WHAT TO WORK ON:
Report every line in the records below that holds the word "Instruction".
** Opening INPUT RECORDS block **
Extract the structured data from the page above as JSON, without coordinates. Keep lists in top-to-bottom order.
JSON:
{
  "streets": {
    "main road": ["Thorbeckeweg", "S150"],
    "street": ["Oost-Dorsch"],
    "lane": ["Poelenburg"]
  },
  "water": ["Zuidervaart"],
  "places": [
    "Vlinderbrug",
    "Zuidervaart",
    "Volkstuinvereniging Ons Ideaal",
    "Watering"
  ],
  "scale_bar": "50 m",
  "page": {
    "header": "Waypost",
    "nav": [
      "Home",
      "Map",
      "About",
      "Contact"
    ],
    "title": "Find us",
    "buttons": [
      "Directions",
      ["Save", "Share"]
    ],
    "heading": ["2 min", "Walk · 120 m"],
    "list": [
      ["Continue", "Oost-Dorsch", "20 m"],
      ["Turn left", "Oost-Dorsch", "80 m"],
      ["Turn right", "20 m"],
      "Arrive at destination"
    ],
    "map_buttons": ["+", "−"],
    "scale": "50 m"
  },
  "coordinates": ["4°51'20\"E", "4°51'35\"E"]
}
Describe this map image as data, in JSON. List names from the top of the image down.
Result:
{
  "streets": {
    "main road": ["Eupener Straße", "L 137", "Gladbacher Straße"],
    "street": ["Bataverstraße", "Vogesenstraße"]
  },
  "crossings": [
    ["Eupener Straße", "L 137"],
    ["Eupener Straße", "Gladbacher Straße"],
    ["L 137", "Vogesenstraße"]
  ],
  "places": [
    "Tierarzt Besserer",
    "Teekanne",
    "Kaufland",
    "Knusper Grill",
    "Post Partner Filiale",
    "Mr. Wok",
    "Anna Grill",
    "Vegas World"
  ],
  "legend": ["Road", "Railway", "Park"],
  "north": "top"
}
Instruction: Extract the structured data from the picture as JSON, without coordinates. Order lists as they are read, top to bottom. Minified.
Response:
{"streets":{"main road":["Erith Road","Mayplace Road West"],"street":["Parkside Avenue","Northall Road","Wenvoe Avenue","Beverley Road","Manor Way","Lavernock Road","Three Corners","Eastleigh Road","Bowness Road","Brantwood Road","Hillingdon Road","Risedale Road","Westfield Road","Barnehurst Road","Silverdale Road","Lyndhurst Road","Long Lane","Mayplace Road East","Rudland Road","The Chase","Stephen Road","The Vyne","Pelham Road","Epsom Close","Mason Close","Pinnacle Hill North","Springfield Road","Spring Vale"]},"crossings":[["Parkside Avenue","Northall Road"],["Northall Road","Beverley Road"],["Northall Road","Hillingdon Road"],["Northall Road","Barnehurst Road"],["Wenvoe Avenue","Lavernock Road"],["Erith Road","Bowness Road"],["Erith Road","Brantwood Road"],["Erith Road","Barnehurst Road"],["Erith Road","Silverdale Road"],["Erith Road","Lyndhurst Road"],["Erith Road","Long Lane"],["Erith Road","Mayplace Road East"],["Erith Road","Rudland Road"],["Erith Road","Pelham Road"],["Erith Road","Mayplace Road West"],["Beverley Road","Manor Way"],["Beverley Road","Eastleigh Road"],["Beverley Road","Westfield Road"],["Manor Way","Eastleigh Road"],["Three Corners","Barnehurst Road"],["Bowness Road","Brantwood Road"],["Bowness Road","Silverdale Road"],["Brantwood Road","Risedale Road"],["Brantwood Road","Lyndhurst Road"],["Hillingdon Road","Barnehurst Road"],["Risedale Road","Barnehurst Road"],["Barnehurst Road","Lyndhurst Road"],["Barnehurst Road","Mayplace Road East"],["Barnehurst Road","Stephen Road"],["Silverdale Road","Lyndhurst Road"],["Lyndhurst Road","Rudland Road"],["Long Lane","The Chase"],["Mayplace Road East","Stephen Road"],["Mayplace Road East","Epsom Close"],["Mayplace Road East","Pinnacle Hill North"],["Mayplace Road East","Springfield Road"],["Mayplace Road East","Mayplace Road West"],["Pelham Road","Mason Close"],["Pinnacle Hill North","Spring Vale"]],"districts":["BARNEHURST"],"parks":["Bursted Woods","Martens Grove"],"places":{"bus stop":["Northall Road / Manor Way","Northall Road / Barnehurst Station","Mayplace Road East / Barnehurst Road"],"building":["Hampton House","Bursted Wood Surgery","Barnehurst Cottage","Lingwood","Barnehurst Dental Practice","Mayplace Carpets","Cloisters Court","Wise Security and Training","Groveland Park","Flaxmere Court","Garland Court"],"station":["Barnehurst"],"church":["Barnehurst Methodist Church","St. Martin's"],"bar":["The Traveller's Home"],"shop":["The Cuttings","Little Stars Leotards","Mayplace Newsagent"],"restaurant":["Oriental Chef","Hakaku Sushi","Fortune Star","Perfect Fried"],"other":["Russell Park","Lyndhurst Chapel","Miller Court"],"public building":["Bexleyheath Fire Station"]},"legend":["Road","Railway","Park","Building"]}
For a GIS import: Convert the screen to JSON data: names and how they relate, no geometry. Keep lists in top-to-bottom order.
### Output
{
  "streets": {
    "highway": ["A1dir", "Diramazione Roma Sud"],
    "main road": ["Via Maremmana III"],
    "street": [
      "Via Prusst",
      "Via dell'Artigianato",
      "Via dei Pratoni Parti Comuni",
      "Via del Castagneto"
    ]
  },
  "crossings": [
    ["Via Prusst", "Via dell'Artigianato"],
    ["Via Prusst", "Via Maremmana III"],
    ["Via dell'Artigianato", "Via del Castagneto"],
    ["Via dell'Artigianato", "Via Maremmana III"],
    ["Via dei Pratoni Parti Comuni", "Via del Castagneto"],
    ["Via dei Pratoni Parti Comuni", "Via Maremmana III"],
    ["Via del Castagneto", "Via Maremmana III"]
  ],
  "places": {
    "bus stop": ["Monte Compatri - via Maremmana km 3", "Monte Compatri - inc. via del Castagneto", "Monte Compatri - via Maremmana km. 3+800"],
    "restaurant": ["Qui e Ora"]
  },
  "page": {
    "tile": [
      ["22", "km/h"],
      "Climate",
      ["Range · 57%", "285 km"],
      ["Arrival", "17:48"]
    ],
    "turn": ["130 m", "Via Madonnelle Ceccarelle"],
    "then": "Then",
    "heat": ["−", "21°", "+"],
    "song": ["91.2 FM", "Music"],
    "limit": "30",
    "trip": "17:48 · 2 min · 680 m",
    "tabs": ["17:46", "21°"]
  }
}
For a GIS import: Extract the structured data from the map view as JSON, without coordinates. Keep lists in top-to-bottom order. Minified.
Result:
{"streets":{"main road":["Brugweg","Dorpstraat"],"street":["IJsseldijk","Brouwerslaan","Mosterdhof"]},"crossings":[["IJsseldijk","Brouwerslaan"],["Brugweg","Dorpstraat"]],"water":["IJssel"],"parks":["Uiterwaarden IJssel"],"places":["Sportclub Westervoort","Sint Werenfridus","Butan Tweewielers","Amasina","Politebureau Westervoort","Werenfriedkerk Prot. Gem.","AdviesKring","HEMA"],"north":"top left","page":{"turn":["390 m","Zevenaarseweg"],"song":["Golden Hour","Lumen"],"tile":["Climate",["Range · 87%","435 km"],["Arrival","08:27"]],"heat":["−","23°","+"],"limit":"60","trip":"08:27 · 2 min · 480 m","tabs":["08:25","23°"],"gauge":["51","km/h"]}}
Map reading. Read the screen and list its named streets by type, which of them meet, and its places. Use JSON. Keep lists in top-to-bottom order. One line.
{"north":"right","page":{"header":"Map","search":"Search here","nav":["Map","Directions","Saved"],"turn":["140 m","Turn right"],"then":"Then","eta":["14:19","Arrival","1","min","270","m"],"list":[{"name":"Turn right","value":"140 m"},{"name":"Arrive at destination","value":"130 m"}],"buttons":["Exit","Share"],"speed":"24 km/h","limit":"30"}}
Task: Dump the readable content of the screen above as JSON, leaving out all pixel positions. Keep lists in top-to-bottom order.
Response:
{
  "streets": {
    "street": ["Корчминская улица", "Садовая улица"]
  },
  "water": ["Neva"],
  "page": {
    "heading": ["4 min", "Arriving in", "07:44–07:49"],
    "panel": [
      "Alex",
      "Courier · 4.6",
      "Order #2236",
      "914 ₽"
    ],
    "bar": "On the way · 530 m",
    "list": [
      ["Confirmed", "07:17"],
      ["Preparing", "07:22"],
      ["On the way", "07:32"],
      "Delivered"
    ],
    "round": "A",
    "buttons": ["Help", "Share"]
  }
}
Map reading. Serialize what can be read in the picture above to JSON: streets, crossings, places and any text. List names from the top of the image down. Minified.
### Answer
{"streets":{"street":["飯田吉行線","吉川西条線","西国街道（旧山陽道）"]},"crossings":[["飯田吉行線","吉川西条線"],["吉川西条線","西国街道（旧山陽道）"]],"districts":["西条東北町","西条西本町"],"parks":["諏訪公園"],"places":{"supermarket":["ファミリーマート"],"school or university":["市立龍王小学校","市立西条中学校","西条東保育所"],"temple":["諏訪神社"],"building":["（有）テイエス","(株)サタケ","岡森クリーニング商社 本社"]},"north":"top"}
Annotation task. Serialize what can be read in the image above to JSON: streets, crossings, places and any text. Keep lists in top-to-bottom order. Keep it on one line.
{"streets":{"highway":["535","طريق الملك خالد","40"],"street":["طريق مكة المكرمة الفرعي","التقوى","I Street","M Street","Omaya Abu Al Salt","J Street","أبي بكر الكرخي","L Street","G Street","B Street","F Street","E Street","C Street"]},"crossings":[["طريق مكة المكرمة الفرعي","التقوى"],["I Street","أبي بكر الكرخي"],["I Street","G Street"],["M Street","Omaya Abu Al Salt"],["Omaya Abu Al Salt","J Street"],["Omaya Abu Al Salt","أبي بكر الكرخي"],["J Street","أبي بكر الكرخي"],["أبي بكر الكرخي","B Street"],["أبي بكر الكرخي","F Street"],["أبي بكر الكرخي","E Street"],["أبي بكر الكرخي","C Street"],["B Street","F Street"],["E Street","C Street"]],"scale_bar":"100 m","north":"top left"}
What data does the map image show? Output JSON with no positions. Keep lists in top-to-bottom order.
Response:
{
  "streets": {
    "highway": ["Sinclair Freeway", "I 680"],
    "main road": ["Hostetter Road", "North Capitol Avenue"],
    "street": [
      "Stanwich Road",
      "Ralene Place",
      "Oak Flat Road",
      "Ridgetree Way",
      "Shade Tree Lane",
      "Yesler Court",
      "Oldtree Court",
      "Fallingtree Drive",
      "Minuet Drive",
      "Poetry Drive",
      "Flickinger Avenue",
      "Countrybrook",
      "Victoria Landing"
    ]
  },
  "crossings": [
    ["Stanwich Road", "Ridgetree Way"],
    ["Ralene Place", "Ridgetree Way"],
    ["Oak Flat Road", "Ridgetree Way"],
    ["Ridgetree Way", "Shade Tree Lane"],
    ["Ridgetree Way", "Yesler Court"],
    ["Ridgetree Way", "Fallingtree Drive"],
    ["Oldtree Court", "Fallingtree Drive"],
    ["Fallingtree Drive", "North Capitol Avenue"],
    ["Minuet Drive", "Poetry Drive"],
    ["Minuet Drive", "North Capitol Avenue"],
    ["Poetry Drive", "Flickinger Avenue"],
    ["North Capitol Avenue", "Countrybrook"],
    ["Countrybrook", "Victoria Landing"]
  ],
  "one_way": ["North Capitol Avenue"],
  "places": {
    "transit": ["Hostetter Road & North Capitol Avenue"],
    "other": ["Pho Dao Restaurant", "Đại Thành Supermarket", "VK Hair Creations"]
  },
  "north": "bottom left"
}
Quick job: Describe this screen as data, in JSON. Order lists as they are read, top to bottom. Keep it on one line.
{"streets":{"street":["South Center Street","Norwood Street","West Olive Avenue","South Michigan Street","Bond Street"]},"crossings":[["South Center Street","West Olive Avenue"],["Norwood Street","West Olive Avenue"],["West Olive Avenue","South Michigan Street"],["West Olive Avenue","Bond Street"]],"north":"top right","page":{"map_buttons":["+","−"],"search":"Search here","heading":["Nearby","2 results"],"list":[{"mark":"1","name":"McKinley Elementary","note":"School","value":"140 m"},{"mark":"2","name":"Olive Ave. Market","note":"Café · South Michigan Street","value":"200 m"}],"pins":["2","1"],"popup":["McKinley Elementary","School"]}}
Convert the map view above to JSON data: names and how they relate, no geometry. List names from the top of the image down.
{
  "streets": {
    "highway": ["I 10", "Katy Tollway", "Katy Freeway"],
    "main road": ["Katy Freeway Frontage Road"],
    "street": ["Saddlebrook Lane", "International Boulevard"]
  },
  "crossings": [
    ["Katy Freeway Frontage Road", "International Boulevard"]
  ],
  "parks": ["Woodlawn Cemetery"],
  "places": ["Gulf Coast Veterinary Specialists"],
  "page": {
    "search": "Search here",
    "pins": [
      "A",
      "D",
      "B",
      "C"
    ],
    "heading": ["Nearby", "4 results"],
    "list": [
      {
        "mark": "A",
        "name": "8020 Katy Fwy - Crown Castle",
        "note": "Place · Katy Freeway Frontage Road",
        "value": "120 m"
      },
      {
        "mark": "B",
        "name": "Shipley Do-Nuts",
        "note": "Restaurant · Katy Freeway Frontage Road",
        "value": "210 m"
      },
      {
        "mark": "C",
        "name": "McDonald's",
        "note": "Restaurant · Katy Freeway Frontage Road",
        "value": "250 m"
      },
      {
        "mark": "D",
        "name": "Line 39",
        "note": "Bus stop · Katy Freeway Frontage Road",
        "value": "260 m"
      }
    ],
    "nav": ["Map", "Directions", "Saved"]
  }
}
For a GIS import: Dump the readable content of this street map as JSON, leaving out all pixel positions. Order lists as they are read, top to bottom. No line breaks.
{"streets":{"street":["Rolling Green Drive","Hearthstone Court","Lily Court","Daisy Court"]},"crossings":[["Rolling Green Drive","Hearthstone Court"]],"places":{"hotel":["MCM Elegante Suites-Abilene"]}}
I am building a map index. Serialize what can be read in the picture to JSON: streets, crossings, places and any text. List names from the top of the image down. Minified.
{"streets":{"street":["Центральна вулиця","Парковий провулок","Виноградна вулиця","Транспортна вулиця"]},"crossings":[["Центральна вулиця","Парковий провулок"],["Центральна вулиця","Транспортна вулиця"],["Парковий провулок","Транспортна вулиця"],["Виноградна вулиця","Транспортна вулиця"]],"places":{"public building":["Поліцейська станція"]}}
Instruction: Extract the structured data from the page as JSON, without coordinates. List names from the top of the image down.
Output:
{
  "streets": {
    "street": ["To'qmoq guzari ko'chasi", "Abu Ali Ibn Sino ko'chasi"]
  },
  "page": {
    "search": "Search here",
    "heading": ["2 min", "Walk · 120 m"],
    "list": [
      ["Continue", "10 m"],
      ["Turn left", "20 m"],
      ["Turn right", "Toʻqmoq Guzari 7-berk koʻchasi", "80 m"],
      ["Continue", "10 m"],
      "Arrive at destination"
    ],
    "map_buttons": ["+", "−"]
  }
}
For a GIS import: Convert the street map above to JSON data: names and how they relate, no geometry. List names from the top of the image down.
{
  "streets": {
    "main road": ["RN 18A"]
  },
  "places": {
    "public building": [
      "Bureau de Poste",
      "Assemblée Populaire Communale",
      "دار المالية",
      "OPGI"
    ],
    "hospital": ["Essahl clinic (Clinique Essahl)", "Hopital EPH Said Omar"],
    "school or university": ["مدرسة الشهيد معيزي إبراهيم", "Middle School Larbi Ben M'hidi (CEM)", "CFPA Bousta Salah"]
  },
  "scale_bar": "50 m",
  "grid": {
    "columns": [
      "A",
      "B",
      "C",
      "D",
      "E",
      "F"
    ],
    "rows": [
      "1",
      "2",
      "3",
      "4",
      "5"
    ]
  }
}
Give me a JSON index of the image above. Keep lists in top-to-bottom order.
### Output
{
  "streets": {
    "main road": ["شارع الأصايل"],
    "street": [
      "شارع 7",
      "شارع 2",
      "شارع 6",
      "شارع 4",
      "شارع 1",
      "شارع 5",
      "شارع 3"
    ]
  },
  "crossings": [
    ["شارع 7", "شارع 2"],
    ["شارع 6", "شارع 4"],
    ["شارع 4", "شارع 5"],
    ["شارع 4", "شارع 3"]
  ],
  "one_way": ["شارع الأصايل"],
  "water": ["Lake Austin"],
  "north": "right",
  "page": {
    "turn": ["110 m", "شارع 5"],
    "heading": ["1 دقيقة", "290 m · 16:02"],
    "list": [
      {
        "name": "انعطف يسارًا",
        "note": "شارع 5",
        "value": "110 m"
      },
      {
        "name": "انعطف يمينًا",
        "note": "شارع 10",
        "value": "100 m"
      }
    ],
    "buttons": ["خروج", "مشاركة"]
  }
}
** Closing INPUT RECORDS block **
OUTPUT FOR THIS TASK:
Instruction: Extract the structured data from the picture as JSON, without coordinates. Order lists as they are read, top to bottom. Minified.
Instruction: Extract the structured data from the page as JSON, without coordinates. List names from the top of the image down.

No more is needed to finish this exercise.